Importance of Porosity and Permeability
Both porosity and permeability are critical in determining if a body of sediment can effectively serve as an aquifer.
A good aquifer requires:
Significant porosity (pore space).
Adequate permeability (for fluid flow).
Understanding Porosity
Porosity is the proportion of the total volume of a sediment or rock that consists of pore spaces.
Example with a beaker:
If a beaker filled with sand and gravel can hold water:
Pouring 1 liter into it fills those spaces, with 50% likely being open for water.
Influencing Factors of Porosity:
Size of Sediments: Larger grains create larger pore spaces (e.g., gravel versus clay).
Compaction: During lithification (the process of turning loose sediments into sedimentary rock), sediments become compacted, decreasing porosity.
Cementation: Materials like silica or iron oxide can fill pore spaces, further reducing porosity.
Sediment Shape: Rounder sediments typically have higher porosity than angular, lower-sphericity sediments, which have lower porosity when closer to their source.
Sorting: Well-sorted sediments can fill gaps better, increasing porosity.

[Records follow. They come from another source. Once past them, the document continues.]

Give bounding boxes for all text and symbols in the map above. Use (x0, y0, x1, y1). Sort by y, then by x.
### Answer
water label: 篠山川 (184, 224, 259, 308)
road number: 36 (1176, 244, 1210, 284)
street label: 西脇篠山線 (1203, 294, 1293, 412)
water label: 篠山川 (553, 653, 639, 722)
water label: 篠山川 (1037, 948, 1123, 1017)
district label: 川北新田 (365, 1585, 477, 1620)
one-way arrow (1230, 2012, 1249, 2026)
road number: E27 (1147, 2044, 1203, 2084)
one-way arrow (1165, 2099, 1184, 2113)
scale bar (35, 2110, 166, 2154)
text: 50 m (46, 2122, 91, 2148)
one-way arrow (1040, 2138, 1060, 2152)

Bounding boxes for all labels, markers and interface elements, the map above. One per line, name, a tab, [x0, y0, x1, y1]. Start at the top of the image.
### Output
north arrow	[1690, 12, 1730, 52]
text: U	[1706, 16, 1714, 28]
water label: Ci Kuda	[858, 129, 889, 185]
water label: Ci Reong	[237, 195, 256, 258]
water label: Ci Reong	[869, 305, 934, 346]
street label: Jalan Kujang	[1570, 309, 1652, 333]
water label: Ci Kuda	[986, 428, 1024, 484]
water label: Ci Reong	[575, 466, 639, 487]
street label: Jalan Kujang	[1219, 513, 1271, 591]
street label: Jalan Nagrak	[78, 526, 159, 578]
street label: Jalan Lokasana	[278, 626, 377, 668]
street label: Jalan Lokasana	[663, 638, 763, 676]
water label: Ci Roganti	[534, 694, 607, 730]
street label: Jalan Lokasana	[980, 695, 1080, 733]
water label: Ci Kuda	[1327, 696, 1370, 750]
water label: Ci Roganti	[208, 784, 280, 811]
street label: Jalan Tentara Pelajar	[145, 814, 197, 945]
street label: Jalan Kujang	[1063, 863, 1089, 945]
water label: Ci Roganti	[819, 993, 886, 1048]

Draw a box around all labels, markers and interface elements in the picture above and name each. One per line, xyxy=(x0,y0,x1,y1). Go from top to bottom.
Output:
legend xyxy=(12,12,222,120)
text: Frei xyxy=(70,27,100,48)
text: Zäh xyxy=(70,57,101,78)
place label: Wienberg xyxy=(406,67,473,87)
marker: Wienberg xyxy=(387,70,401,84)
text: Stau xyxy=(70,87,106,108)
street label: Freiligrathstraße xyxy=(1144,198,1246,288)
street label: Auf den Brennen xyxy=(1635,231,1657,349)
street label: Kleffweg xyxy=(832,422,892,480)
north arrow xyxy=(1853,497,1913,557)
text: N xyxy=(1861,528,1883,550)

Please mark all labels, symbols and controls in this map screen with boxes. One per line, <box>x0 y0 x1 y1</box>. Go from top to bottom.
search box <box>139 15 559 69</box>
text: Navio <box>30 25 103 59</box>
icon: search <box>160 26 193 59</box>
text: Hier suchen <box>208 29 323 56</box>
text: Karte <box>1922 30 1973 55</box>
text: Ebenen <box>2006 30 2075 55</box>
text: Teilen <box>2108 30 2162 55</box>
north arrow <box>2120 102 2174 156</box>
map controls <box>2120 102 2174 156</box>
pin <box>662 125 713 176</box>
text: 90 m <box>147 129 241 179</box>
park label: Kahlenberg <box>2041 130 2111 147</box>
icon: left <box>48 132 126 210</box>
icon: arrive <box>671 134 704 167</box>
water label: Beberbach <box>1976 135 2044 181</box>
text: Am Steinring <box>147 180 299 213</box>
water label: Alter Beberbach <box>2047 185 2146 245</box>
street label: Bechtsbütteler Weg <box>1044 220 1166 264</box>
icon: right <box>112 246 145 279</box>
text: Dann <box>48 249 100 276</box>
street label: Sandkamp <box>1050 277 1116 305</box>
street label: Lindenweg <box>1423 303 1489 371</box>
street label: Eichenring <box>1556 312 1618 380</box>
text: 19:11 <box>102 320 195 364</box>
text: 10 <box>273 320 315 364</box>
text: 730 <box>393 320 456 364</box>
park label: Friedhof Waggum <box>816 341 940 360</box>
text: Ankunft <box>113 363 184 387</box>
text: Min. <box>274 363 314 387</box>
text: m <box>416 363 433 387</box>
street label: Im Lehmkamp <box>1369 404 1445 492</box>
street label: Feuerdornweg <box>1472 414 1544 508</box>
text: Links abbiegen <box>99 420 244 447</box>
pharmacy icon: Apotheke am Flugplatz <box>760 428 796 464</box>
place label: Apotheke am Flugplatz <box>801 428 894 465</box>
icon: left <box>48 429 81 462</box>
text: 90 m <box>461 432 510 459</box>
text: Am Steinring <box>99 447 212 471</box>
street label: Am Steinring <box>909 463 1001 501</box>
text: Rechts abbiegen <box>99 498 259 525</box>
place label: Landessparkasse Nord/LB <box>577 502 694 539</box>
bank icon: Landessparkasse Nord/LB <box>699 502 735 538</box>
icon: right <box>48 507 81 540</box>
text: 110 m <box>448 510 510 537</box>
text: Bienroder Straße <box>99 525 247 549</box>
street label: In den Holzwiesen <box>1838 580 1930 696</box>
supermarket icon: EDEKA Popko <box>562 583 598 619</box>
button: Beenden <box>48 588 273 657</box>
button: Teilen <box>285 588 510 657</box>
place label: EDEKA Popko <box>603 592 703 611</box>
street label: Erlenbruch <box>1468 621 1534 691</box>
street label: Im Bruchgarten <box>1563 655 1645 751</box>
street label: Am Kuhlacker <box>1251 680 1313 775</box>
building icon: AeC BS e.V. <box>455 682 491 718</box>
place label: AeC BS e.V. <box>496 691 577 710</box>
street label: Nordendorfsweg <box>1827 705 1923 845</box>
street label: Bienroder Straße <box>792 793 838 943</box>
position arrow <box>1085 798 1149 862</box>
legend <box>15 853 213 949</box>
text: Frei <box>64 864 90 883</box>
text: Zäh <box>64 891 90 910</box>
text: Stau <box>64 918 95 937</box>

Understanding Permeability
Permeability: The measure of how easily water can move through the pores. Even if a sediment is porous, it may not be permeable if the pores are not well connected.
Example scenarios:
High porosity and low permeability occur if larger pores do not connect effectively. Water movement will be slower in such conditions.
Conversely, high porosity and high permeability are favorable for aquifers, allowing easy flow of water.
Characteristics of Aquifers
Aquifers are layers of rock that can store and transmit groundwater efficiently.
Types of Aquifers:
Unconfined Aquifers: Open to the surface; recharge occurs directly from rainfall or infiltration.
Confined Aquifers: Separated from recharge areas by low permeability layers called aquitards, restricting water flow into them.
Layers that restrict the flow of water are called Aquitards.
Groundwater Regions and Aquifers
In the Great Lakes region:
Predominant geology consists of sedimentary rocks (sandstone, limestone, shale).
Aquifer Mapping:
Areas of high permeability (sandstone aquifers) are represented in green; areas with low permeability (aquicludes/shale) are in tan/yellow.
Higher cities rely on aquifers (e.g., Grand Rapids, Kalamazoo).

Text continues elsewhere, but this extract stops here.